Laßt Zumbi in Frieden!

DIESE „Neger“-Mode ist nicht frei von Widersprüchen und wurde daher auch schon heftig angegriffen. Der Stolz auf die eigene Kultur sei zwar wichtig für die Stärkung der schwarzen Identität, doch „man muß auch sehen, daß den Schwarzen die Anerkennung im Bereich der Kultur nur als Kehrseite ihrer ökonomischen Benachteiligung und ihrer Abwesenheit in den Sphären der Entscheidung zugestanden wird. Die Rollen jedenfalls sind klar verteilt: Der Schwarze sorgt dafür, daß die weiße Elite sich gut unterhält und dabei noch Gewinne macht“, unterstreicht die Vereinigte Schwarzenbewegung MNU (Movimento Negro Unificado) in einem Manifest.5 Diese am 18. Juni 1978 in São Paulo gegründete Bewegung setzt auf einen radikal subversiven Diskurs. Als erste schwarze brasilianische politische Organisation seit der Schwarzen Front der dreißiger Jahre (die 1937 von Präsident Getúlio Vargas „liquidiert“ wurde) erhebt das MNU seine Stimme nicht nur gegen den manipulativen Umgang mit ihrer Kultur, sondern auch gegen den Verrat des Staates, der die Schwarzen zu Bürgern zweiter Klasse macht.

Die 32 Millionen Brasilianer, die unterhalb der Armutsgrenze leben, sind ganz überwiegend Schwarze; dasselbe gilt für ungelernte Arbeiter, Analphabeten, Häftlinge, Obdachlose, Straßenkinder, Favelados, Prostituierte und Hausangestellte. Auf dem Bildschirm dagegen sind Schwarze fast nie zu sehen, es sei denn als Bedienstete, Fußballer oder Spaßmacher. In Salvador, einer zu 80 Prozent schwarzen Stadt, beträgt ihr Anteil unter den Studenten der Bundesuniversität von Bahia weniger als 5 Prozent.

Die Analysen des MNU wurden nicht nur von zahlreichen schwarzen Intellektuellen aufgegriffen, sondern auch in den großen Oppositionsparteien diskutiert, also etwa in der Arbeiterpartei PT (Partido Trabalhista) und der Demokratischen Arbeiterpartei PDT (Partido Democrático Trabalhista). „Das MNU hat eine Rassen- Klassen-Analyse der Gesellschaft begründet; überall im Land sind Bewegungen entstanden, die sich jetzt auf nationaler Ebene zusammenschließen“, sagt Milton Barbosa, ein Führer des MNU.
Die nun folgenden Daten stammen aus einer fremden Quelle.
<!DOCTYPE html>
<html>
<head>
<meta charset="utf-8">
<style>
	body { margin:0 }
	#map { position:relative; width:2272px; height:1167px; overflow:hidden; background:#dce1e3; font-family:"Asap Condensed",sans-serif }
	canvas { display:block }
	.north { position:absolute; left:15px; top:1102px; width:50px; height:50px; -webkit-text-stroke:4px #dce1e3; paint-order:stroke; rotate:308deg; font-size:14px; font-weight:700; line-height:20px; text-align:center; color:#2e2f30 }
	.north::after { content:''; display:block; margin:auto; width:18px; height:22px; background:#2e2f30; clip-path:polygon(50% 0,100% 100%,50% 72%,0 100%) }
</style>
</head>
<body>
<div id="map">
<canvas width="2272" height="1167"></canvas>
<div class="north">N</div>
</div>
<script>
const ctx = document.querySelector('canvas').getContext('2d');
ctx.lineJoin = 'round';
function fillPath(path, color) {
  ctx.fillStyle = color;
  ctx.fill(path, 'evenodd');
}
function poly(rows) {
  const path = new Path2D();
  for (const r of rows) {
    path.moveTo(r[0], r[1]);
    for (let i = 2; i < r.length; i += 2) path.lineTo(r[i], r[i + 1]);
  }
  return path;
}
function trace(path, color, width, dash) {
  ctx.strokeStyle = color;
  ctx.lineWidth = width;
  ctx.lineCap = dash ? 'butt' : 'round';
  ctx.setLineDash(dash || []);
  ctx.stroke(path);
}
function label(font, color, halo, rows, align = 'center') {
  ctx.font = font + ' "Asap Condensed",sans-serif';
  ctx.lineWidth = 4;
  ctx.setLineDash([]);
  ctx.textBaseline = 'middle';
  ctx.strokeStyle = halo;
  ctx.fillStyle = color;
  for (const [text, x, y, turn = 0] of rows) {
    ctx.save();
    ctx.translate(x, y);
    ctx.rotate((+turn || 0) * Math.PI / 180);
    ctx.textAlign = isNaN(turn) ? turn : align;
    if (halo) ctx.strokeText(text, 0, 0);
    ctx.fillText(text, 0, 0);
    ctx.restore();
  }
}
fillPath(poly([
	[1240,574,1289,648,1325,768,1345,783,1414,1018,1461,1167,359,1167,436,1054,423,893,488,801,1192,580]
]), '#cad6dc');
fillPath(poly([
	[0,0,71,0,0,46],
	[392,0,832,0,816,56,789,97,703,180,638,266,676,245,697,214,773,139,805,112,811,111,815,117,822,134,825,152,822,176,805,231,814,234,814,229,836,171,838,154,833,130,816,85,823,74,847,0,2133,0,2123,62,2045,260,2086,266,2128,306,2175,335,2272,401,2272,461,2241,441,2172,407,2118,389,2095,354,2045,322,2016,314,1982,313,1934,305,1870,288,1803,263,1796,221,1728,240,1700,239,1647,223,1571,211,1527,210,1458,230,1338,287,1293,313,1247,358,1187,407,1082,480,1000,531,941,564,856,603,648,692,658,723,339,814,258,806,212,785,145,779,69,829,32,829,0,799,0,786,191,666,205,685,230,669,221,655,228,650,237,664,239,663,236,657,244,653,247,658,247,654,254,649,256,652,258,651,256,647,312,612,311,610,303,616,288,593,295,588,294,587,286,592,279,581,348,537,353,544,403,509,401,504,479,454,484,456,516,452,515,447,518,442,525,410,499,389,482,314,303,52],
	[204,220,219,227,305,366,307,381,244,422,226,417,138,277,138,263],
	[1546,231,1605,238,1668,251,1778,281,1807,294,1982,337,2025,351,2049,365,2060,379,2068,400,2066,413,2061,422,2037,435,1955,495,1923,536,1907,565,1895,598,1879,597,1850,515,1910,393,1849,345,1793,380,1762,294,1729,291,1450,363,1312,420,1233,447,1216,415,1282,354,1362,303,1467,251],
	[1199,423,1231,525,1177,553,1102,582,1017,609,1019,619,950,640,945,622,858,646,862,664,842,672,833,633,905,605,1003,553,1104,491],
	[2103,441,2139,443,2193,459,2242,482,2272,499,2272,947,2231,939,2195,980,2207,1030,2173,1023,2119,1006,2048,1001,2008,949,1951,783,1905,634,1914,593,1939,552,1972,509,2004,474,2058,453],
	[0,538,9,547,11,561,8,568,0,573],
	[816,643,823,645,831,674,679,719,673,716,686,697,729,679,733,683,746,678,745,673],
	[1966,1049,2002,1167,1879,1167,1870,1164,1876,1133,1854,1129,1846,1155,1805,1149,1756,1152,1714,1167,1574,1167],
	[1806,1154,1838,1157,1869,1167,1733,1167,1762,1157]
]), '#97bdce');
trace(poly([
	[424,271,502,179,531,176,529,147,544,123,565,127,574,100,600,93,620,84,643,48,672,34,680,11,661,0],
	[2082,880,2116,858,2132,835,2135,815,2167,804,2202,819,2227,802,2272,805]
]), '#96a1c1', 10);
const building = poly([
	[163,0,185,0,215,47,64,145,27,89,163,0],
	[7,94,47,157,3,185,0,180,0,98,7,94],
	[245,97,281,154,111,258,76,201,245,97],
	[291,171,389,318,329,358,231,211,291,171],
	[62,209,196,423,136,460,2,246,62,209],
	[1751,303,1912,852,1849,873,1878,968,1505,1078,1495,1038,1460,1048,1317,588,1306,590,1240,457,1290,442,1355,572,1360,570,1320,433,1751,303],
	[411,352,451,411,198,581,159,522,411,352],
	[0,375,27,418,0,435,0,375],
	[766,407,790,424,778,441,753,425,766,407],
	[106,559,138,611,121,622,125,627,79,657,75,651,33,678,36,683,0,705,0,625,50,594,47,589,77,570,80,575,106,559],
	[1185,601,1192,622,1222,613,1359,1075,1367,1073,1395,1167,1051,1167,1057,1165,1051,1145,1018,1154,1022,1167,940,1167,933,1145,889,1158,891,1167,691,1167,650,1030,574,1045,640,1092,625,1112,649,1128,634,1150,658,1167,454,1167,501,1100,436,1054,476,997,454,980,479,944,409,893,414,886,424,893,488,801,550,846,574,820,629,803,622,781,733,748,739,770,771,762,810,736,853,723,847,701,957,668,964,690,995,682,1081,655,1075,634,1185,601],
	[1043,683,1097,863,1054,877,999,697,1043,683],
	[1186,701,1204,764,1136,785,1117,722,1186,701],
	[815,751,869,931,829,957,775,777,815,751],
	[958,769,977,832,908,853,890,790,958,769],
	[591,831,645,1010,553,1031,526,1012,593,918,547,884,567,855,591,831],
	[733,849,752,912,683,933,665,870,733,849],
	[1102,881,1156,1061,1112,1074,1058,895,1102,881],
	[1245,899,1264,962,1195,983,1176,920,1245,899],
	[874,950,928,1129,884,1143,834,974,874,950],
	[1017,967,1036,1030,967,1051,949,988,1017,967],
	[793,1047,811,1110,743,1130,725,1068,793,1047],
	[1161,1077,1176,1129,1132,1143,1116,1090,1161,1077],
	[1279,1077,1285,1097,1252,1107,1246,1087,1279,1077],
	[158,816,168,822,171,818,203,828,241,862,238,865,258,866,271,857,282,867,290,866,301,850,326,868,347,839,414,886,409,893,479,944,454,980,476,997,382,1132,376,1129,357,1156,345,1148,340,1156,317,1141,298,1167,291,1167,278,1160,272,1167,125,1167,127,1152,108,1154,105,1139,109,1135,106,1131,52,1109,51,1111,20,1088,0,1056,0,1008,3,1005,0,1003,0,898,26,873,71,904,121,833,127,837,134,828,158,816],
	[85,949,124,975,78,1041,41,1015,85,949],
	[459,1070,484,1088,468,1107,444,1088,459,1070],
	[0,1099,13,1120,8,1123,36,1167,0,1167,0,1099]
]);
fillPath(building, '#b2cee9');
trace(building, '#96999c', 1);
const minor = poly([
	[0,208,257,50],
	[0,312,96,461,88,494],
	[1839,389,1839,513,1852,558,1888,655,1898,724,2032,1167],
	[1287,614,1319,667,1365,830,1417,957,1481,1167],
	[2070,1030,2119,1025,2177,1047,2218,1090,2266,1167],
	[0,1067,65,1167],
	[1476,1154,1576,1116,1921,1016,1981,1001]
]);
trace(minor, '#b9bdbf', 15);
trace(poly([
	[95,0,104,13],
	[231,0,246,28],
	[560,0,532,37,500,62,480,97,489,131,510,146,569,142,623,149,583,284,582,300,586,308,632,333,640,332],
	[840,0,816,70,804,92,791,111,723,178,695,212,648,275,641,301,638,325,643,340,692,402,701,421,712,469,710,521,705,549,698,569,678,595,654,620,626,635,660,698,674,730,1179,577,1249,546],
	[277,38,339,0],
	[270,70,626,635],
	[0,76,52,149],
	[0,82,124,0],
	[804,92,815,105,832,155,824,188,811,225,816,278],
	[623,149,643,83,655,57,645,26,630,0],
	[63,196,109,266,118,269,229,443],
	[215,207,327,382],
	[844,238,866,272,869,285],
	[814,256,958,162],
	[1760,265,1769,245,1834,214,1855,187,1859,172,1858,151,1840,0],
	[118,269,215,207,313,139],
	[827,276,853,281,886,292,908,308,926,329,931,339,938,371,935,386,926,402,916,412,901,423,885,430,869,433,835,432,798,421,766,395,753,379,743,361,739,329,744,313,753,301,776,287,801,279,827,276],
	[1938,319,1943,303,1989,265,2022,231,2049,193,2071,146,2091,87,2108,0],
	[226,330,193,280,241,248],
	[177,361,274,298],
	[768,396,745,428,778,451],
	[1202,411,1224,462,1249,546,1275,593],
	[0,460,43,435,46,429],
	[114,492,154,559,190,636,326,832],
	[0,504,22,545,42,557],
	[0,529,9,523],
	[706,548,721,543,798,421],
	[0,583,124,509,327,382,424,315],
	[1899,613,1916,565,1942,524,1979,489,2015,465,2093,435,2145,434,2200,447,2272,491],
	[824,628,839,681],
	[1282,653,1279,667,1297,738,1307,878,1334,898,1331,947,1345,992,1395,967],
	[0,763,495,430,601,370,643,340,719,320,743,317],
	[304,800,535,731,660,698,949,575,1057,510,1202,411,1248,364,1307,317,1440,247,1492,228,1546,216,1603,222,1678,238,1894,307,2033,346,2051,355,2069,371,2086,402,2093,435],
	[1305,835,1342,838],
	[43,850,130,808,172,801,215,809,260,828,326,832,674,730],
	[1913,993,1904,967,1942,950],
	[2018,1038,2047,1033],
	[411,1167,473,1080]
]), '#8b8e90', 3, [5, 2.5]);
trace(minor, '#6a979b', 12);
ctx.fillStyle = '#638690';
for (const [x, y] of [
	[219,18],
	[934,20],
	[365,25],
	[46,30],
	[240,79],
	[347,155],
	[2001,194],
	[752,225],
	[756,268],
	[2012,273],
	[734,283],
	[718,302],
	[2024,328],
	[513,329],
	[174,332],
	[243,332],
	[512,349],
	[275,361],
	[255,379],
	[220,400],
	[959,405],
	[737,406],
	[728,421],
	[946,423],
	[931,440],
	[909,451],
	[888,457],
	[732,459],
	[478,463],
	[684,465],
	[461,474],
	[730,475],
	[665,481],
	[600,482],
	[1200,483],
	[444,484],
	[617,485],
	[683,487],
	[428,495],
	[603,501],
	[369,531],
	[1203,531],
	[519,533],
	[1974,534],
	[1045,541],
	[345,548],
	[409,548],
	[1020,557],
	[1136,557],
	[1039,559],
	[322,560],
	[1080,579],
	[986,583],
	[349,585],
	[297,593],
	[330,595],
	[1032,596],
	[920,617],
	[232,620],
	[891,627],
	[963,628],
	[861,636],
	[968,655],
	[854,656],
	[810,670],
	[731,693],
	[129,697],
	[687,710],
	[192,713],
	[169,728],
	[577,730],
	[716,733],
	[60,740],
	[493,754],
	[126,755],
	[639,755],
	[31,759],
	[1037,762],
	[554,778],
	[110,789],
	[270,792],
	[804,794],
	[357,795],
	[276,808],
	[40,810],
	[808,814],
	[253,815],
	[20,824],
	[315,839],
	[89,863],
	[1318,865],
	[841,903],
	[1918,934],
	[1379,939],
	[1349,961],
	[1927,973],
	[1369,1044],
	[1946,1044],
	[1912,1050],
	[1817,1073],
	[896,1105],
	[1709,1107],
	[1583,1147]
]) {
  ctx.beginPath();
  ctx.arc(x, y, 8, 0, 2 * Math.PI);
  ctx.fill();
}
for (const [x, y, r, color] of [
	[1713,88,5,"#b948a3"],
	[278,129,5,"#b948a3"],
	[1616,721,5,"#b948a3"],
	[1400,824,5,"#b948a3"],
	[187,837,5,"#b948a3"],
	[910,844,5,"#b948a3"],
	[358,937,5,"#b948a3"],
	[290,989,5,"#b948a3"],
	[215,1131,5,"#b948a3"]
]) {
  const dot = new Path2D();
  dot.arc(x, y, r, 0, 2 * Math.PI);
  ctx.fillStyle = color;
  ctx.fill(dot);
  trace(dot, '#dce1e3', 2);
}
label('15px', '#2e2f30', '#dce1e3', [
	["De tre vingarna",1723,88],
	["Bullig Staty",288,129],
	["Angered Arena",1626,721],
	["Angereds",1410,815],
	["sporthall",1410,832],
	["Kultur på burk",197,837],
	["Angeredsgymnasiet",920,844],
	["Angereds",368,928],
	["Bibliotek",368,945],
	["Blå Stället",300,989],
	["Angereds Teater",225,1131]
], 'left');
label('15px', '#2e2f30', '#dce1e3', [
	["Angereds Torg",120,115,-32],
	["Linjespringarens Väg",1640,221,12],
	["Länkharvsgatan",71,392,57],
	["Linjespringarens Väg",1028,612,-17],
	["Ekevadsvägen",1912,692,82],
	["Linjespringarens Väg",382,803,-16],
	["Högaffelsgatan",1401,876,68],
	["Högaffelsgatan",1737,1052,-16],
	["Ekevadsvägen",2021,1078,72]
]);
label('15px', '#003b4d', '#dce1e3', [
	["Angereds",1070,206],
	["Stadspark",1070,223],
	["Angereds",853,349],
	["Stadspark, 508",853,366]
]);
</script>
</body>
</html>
In der Politik sind die schwarzen Brasilianer immer noch stark unterrepräsentiert, doch ihre Zahl nimmt ständig zu. Besondere Erwähnung verdienen zwei Senatorinnen der PT, zwei Frauen, die aus den untersten Schichten der Gesellschaft stammen: Marina Silva aus dem Bundesstaat Acre und vor allem Benedita da Silva, die ihren höheren Bekanntheitsgrad auch den Medien verdankt, weil sie 1992 fast Bürgermeisterin von Rio de Janeiro geworden wäre. Nicht vergessen werden sollte aber auch Vicentinho, der Vorsitzende der wichtigsten oppositionellen Gewerkschaft, der Central Unica dos Trabalhadores (CUT).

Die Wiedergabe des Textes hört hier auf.